BUSAN: In a quiet classroom at the Busan Institute of Science and Technology, rows of coffins stand neatly lined, waiting for students to practice their future profession preparing the dead for their final journey. As South Korea faces an unprecedented demographic shift with one of the world’s lowest birth rates and nearly half its citizens aged 50 or above, the business of death is expanding faster than ever.
Funeral administration students like Jang Jin yeong, 27, believe this career choice is not just practical but essential. “With our society ageing, I thought the demand for this kind of work would only grow,” he said while carefully dressing a mannequin in traditional Korean funeral cloth. Another student, Im Sae jin, 23, was inspired after attending his grandmother’s funeral. “They prepared her beautifully for her final farewell,” he said. “I felt deeply grateful.”
But as more South Koreans live and die alone, a different side of this growing industry has emerged. Nearly 42% of households now consist of single individuals, and a new line of work has appeared: ‘lonely death’ cleaners, professionals who tidy homes after their occupants are found dead, often after days or even months.
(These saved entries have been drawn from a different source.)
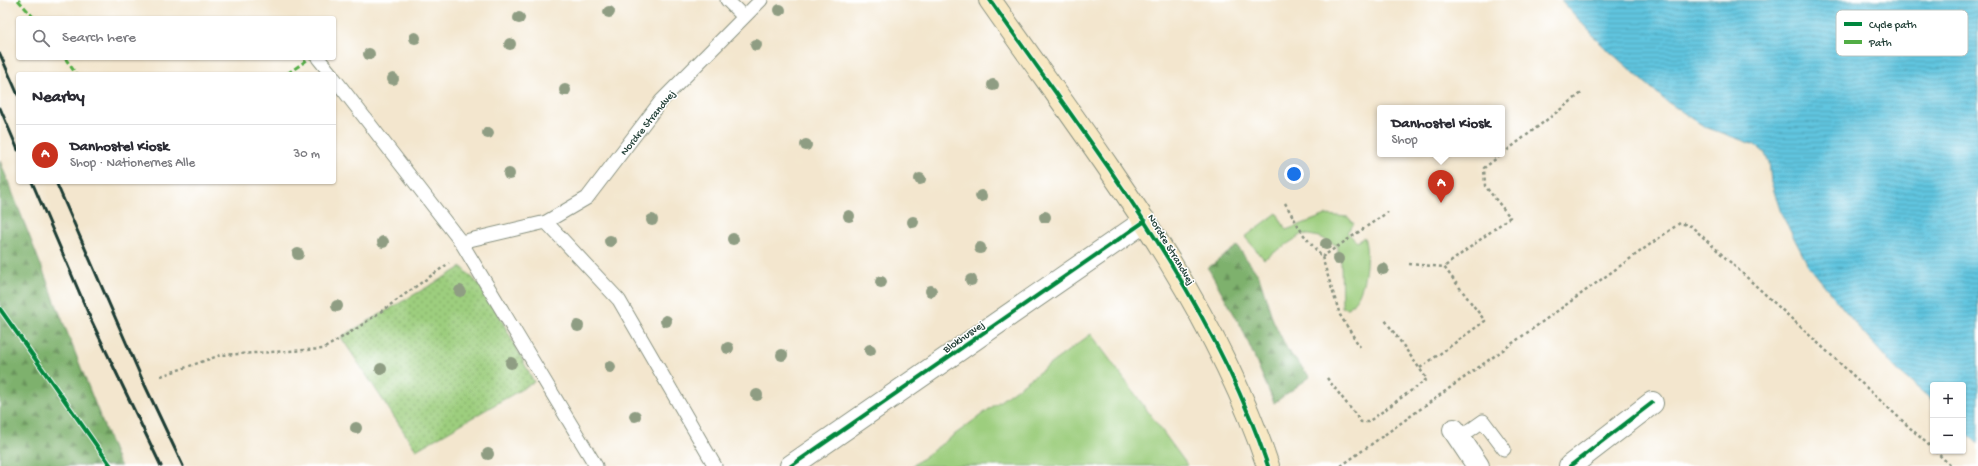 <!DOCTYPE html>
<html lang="en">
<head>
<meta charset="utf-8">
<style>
	:root { --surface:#fff; --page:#f7f7f7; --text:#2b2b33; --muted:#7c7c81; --line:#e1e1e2; --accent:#c8321e }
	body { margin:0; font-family:"Gochi Hand",sans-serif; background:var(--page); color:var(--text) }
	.controls { position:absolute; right:12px; bottom:12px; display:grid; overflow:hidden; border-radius:4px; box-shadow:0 1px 3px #0004 }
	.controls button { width:36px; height:36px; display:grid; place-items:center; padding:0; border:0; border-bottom:1px solid var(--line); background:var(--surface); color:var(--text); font:20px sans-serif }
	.you { position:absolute; left:1294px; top:174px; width:14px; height:14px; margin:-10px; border:3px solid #fff; border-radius:50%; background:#1a73e8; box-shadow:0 0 0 6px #1a73e833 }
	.badge { display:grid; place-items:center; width:26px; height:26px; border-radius:50%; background:var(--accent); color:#fff; font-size:13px; font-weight:700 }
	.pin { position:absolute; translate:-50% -33px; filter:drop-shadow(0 1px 2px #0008) }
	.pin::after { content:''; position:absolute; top:21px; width:14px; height:12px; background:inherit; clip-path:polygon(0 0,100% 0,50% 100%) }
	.popup { position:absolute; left:1377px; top:105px; width:128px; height:52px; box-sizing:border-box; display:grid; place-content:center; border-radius:4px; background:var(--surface); filter:drop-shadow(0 1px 3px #0005); font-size:13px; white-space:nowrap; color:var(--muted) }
	.popup b { font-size:15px; color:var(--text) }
	.popup::after { content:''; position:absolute; left:50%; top:100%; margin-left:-8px; border:8px solid transparent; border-top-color:var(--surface) }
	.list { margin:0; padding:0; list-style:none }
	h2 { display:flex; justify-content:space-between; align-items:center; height:52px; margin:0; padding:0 16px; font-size:17px }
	h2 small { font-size:13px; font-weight:400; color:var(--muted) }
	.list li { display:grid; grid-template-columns:26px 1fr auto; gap:12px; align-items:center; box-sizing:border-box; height:60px; padding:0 16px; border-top:1px solid var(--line) }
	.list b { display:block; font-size:15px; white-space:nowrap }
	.list p { margin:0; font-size:13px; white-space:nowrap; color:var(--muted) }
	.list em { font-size:13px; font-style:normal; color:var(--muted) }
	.icon { flex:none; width:22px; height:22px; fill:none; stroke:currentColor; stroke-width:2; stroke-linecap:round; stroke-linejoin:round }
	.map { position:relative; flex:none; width:1978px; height:466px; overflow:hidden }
	.search { position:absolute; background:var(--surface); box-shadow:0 1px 3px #0004; left:16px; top:16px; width:320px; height:44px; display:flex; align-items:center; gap:10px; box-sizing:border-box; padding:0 14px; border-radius:4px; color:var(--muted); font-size:15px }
	.panel { position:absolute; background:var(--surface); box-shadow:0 1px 3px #0004; left:16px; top:72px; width:320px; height:112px; border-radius:4px }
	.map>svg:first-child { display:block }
	.green { fill:#9dce7e; stroke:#5e8659 }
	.forest { fill:url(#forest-firs); stroke:#4e7750 }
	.park { fill:url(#park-dots); stroke:#5e8659 }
	.water { fill:url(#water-rules); stroke:#40818a }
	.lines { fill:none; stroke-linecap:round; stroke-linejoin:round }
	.service-casing { stroke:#899281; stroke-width:15 }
	.minor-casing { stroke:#899281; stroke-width:24 }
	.secondary-casing { stroke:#899281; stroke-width:24 }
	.path { stroke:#899281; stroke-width:2.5; stroke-dasharray:3 3; stroke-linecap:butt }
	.service { stroke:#fff; stroke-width:13 }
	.minor { stroke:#fff; stroke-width:22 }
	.secondary { stroke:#f8e8c3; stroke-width:22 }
	.rail { stroke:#1f3d34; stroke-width:3 }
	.quiet { stroke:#52ad45; stroke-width:3; stroke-dasharray:6 3; stroke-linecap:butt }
	.cycleway-casing { stroke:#fff; stroke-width:6 }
	.cycleway { stroke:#00873e; stroke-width:4 }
	.tree { fill:#8f9d83 }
	.labels { text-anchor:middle; stroke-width:3; stroke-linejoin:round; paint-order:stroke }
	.street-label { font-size:11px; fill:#1f3d34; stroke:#fff }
	.key { fill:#fff; stroke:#bcc5c2; stroke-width:1 }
	.key-label { font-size:11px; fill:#1f3d34 }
</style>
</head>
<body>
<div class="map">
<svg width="1978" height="466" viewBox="0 0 1978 466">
	<defs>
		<pattern id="forest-firs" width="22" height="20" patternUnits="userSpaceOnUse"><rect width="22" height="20" fill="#7eb16d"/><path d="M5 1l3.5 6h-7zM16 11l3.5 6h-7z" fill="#67915a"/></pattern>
		<pattern id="park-dots" width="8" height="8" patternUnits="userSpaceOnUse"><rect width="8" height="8" fill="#9dce7e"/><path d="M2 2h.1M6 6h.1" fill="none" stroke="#7fa868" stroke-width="1.8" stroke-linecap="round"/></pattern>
		<pattern id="water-rules" width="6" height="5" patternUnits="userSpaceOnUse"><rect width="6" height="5" fill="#61c5df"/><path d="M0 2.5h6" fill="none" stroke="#4fa1b6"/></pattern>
	</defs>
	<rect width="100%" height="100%" fill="#fff"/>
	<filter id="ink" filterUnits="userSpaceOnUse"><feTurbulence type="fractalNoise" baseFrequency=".025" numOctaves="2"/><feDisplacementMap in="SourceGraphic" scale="8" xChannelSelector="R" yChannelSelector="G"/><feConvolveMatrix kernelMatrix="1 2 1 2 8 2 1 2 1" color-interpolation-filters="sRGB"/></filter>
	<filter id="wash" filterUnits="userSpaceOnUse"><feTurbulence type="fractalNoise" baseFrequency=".012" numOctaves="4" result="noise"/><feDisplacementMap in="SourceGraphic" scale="16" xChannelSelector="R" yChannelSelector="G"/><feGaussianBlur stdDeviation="0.9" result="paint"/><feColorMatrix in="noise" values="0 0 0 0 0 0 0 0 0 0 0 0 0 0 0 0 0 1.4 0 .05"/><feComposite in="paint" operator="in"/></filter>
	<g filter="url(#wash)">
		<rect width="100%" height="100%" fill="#f3e6ce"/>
		<path class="green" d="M 1277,213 L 1286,230 L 1326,215 L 1348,217 L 1354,224 L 1347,232 L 1357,242 L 1364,237 C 1369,250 1366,279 1360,292 C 1358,298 1353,303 1349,308 L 1342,307 L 1341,262 L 1336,245 L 1320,237 L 1303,234 L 1264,259 L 1245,237 Z
			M 1091,334 L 1188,466 L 912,466 Z"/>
		<path class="forest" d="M 0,161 L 118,462 L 121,466 L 0,466 Z
			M 1237,246 L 1259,276 L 1273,320 L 1288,351 L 1310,377 L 1274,403 L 1242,328 L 1208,268 Z"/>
		<path class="park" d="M 462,267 L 488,294 L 534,382 L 416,450 L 341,337 Z"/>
		<path class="water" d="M 1561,0 L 1978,0 L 1978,444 L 1963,429 L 1963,385 L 1933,385 L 1933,401 L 1901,374 L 1863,333 L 1808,265 L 1781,213 L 1771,182 L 1769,162 L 1764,152 L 1755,145 L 1705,127 L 1666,101 L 1600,43 Z"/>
	</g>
	<g filter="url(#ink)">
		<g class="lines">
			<defs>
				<path id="service" d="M 727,0 L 744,17
					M 318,58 L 331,74
					M 334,78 L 461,242 L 596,466
					M 546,222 L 587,198 L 661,101 L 761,0
					M 461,242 L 546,222 L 619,300 L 715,466
					M 1459,438 L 1483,421 L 1504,449"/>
				<path id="minor" d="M 1454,430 L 1478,466
					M 791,466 L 1145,221
					M 1570,466 L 1652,403"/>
				<path id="secondary" d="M 990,0 C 1093,148 1210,293 1268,466"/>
			</defs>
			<use href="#service" class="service-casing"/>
			<use href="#minor" class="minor-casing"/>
			<use href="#secondary" class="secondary-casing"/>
			<path class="path" d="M 1285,203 L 1303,234 L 1322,257 L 1340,315 L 1360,347
				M 1322,257 L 1388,212
				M 1409,264 L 1444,267
				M 1420,368 L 1485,321 L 1444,267 L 1510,217 L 1485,186 L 1484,168 L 1583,92
				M 161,376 L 221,355 L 323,349 L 359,327 L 449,263
				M 1327,378 L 1361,422 L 1368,422 L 1427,379 L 1385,320
				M 1935,451 L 1951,466
				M 1341,466 L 1680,223 L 1691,226 L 1933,449"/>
			<use href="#service" class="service"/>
			<use href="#minor" class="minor"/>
			<use href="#secondary" class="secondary"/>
			<path class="rail" d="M 0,54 L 18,95
				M 0,108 L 18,150
				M 32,182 L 92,322 L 161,466
				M 56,182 L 142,379 L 183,466"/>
			<path class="quiet" d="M 18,0 L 34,18
				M 65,58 L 76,74
				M 287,74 L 310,58"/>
			<defs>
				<path id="cycleway" d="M 990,0 C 1093,148 1210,293 1268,466
					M 0,309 L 111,466
					M 791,466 L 1145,221
					M 1570,466 L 1652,403"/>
			</defs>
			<use href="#cycleway" class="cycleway-casing"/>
			<use href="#cycleway" class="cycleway"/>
		</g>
		<g class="tree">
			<circle cx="780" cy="10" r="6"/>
			<circle cx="609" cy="12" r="6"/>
			<circle cx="519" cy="18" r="6"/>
			<circle cx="415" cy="38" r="6"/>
			<circle cx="510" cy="44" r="6"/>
			<circle cx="756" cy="45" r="6"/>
			<circle cx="369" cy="54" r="6"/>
			<circle cx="393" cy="79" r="6"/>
			<circle cx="993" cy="85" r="6"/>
			<circle cx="565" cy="90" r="6"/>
			<circle cx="488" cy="133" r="6"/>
			<circle cx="806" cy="145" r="6"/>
			<circle cx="509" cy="174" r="6"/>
			<circle cx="920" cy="179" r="6"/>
			<circle cx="981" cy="196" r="6"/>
			<circle cx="849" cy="216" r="6"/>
			<circle cx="1045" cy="217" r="6"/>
			<circle cx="652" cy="220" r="6"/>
			<circle cx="913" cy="222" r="6"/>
			<circle cx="733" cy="239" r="6"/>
			<circle cx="610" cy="241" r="6"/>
			<circle cx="383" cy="242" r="6"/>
			<circle cx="1326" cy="244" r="6"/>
			<circle cx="980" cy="248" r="6"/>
			<circle cx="298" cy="254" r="6"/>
			<circle cx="1338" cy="259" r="6"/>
			<circle cx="1383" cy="269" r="6"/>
			<circle cx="971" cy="280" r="6"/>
			<circle cx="881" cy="282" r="6"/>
			<circle cx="460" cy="291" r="6"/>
			<circle cx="931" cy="291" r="6"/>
			<circle cx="337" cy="306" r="6"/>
			<circle cx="666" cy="321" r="6"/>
			<circle cx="578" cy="326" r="6"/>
			<circle cx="728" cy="348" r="6"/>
			<circle cx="870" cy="350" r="6"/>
			<circle cx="782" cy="355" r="6"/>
			<circle cx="511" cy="363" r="6"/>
			<circle cx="610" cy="367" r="6"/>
			<circle cx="381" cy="369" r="6"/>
			<circle cx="757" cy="395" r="6"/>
			<circle cx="635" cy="416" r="6"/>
			<circle cx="356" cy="428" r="6"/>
			<circle cx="488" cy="454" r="6"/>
		</g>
	</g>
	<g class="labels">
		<g class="street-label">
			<text transform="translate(647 122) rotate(-51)" y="4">Nordre Strandvej</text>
			<text transform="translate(1172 249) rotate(59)" y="4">Nordre Strandvej</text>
			<text transform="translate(963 336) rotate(-35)" y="4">Blokhusvej</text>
		</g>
	</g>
	<rect x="1836" y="10" width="132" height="46" rx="6" class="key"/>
	<rect x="1844" y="22" width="18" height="4" fill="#00873e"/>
	<rect x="1844" y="40" width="18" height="4" fill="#52ad45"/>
	<g class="key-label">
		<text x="1869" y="28">Cycle path</text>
		<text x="1869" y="46">Path</text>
	</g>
</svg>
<div class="controls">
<button>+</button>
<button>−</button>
</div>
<div class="you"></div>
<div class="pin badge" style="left:1441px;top:203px">A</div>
<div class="popup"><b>Danhostel Kiosk</b>Shop</div>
<div class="search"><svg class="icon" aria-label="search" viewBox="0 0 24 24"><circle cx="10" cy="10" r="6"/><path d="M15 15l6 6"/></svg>Search here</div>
<section class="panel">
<h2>Nearby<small></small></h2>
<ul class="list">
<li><span class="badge">A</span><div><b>Danhostel Kiosk</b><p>Shop · Nationernes Alle</p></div><em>30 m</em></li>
</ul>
</section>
</div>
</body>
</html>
Former classical musician Cho Eun seok, 47, is one of them. He describes the homes he cleans as “like their portraits” silent reflections of lives once lived. He has found hundreds of neatly arranged soju bottles, unopened gifts, and signs of solitude. “In summer, the smell spreads fast,” he said. “And nothing can be saved.”
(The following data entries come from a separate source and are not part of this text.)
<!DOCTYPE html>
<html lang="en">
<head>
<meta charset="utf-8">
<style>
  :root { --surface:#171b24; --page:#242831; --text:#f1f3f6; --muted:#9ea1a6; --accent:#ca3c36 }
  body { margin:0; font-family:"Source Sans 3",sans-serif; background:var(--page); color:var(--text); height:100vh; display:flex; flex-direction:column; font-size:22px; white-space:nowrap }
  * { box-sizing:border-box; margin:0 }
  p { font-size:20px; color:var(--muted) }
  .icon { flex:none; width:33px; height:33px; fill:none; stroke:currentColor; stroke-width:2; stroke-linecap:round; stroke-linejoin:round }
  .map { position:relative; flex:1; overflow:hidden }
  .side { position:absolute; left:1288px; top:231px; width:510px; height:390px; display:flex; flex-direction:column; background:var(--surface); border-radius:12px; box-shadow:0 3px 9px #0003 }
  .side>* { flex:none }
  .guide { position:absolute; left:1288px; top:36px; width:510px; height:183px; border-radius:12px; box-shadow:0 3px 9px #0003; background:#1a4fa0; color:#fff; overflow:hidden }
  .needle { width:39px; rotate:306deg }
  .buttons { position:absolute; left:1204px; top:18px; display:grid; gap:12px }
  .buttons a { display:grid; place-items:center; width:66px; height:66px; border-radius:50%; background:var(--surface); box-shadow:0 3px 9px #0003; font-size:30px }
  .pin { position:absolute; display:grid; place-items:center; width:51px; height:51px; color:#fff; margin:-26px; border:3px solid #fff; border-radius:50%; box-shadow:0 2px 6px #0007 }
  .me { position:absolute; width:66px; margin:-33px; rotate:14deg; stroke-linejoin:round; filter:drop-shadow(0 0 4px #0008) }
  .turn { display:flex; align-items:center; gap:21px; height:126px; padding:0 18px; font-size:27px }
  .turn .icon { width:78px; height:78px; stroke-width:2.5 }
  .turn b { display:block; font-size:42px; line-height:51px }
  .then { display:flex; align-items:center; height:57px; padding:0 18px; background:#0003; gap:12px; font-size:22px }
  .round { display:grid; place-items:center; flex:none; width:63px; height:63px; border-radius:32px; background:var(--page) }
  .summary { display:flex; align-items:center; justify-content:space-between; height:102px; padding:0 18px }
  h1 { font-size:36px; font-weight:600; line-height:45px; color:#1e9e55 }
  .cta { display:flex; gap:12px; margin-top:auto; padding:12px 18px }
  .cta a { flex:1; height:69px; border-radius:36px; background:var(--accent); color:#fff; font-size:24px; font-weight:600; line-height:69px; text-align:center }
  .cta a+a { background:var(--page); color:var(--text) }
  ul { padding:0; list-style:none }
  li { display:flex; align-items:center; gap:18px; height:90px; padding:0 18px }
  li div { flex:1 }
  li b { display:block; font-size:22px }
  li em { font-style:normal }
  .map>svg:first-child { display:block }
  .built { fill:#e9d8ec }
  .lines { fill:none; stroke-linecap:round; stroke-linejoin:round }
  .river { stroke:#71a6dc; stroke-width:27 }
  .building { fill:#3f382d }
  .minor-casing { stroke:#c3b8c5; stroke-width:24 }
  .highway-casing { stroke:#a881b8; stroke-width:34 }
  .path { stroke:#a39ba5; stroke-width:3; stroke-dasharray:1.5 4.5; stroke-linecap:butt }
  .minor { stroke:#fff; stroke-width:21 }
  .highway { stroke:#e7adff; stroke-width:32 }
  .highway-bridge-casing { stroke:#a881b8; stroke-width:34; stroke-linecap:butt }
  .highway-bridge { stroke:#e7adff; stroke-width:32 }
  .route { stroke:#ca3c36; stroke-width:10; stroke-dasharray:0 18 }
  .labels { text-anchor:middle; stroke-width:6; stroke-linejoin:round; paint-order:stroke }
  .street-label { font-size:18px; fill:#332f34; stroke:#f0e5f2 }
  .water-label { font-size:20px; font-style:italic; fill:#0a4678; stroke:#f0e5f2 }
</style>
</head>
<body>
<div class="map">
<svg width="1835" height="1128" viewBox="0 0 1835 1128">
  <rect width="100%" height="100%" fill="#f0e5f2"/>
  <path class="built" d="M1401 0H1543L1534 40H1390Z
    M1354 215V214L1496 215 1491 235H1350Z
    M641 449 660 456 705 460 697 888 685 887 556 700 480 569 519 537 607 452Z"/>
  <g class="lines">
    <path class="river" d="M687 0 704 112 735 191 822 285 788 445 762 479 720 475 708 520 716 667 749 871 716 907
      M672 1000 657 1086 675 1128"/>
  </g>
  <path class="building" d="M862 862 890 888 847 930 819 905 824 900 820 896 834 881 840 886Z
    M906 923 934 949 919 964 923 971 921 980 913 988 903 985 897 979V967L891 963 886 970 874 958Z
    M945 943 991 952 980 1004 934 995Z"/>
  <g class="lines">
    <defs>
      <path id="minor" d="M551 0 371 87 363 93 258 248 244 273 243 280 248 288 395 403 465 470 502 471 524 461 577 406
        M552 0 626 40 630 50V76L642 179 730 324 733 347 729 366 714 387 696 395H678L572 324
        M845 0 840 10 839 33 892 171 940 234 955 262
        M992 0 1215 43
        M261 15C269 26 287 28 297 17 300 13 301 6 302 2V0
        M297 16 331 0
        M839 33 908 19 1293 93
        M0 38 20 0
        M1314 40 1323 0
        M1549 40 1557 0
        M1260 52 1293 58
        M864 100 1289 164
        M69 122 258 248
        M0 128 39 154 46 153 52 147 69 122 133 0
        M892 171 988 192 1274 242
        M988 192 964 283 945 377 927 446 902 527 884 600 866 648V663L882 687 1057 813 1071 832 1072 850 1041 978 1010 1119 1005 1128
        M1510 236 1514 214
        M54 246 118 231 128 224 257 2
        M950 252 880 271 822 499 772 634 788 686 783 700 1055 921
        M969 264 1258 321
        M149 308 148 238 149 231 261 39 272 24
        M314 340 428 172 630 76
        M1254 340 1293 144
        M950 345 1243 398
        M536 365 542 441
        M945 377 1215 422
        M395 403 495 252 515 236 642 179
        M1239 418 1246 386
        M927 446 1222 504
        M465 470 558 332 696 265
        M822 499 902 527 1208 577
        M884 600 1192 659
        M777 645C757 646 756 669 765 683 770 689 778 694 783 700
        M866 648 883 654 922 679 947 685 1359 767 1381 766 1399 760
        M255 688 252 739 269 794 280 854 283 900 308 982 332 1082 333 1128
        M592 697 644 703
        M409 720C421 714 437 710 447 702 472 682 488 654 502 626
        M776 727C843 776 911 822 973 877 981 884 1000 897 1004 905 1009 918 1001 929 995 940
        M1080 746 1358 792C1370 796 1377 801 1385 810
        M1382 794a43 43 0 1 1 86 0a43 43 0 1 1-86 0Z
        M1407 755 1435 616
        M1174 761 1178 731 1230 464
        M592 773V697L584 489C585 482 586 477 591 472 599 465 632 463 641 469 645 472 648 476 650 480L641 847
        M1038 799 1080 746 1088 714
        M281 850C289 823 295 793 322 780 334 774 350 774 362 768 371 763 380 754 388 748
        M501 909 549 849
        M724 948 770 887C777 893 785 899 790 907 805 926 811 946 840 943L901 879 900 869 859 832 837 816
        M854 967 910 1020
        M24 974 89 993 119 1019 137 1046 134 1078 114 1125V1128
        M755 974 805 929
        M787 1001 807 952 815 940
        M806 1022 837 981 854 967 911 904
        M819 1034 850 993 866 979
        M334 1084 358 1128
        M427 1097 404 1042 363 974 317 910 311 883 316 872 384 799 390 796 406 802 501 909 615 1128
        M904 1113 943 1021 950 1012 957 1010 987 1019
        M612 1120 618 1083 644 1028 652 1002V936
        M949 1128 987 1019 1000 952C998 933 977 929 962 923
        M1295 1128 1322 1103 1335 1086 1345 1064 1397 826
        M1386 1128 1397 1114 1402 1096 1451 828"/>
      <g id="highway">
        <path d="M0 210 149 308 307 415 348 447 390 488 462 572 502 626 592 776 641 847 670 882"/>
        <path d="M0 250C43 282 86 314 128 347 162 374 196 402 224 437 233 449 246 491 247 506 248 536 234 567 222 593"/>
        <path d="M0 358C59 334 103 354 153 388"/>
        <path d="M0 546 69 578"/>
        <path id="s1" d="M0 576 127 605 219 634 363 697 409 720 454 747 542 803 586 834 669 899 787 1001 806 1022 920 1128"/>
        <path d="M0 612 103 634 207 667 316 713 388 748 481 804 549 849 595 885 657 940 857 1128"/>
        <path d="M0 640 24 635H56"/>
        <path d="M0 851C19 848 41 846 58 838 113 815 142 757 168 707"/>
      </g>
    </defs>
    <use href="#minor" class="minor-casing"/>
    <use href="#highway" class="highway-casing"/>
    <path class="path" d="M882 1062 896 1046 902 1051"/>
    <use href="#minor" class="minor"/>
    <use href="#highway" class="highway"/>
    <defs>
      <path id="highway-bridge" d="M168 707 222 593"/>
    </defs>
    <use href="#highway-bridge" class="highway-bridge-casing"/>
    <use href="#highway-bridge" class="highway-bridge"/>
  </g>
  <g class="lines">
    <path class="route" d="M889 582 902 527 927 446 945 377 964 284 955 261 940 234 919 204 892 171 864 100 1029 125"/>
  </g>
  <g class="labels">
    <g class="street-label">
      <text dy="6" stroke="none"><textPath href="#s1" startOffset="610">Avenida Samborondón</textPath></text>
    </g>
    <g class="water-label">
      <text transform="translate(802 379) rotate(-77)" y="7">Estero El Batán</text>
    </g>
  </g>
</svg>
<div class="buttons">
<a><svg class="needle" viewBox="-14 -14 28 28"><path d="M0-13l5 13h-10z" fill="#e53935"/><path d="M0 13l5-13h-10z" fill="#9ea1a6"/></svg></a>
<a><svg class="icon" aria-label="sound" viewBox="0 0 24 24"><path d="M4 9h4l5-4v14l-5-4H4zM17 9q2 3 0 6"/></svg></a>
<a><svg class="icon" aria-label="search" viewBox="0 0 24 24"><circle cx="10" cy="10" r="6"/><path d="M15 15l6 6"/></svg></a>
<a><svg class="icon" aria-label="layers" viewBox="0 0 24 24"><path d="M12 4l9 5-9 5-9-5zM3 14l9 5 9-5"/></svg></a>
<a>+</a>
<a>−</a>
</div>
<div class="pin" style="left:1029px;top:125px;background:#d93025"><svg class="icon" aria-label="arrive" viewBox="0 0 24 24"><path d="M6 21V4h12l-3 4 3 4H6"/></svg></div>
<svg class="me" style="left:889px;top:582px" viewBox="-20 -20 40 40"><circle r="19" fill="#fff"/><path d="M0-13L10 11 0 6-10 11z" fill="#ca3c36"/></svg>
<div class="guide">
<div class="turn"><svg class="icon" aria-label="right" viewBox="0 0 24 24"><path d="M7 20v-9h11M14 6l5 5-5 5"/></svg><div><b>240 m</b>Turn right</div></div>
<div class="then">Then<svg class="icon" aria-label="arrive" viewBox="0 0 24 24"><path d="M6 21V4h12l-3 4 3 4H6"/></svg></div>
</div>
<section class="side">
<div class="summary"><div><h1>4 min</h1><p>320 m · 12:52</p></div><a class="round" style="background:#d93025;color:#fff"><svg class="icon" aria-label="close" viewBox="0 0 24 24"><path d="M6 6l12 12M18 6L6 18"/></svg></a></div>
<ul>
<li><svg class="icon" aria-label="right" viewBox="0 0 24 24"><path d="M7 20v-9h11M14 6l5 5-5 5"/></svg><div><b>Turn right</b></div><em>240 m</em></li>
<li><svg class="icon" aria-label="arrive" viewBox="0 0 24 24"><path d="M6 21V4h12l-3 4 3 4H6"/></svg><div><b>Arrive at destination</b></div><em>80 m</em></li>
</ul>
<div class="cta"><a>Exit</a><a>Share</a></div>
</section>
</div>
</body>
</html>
South Korea, with the highest suicide rate among developed nations, faces increasing “lonely deaths.” Cho even receives requests from car leasing firms to clean vehicles where clients ended their lives. To address this, he is developing a device to detect unattended deaths early, preventing pest infestations and environmental harm.
The work often turns personal. Cleaner Kim Seok-jung once discovered unreleased songs by a late lyricist and turned them into a final tribute for her family. Cho also remembers a teenage girl living alone in a tiny gosiwon after escaping domestic abuse. She guarded a small box, asking him never to throw it away. When she later took her own life, Cho returned to find her pet hamster still alive inside that box beside her guitar. “All I could think was that I had to save it,” he said softly.
Veteran funeral worker Kim Doo-nyeon says more young people are joining the field, drawn by both empathy and economic reality. “When people live together, they share things,” he reflected. “Even if one person dies, something of them remains.”
In South Korea, where loneliness and ageing walk hand in hand, death has quietly become not just a reality but a rising profession.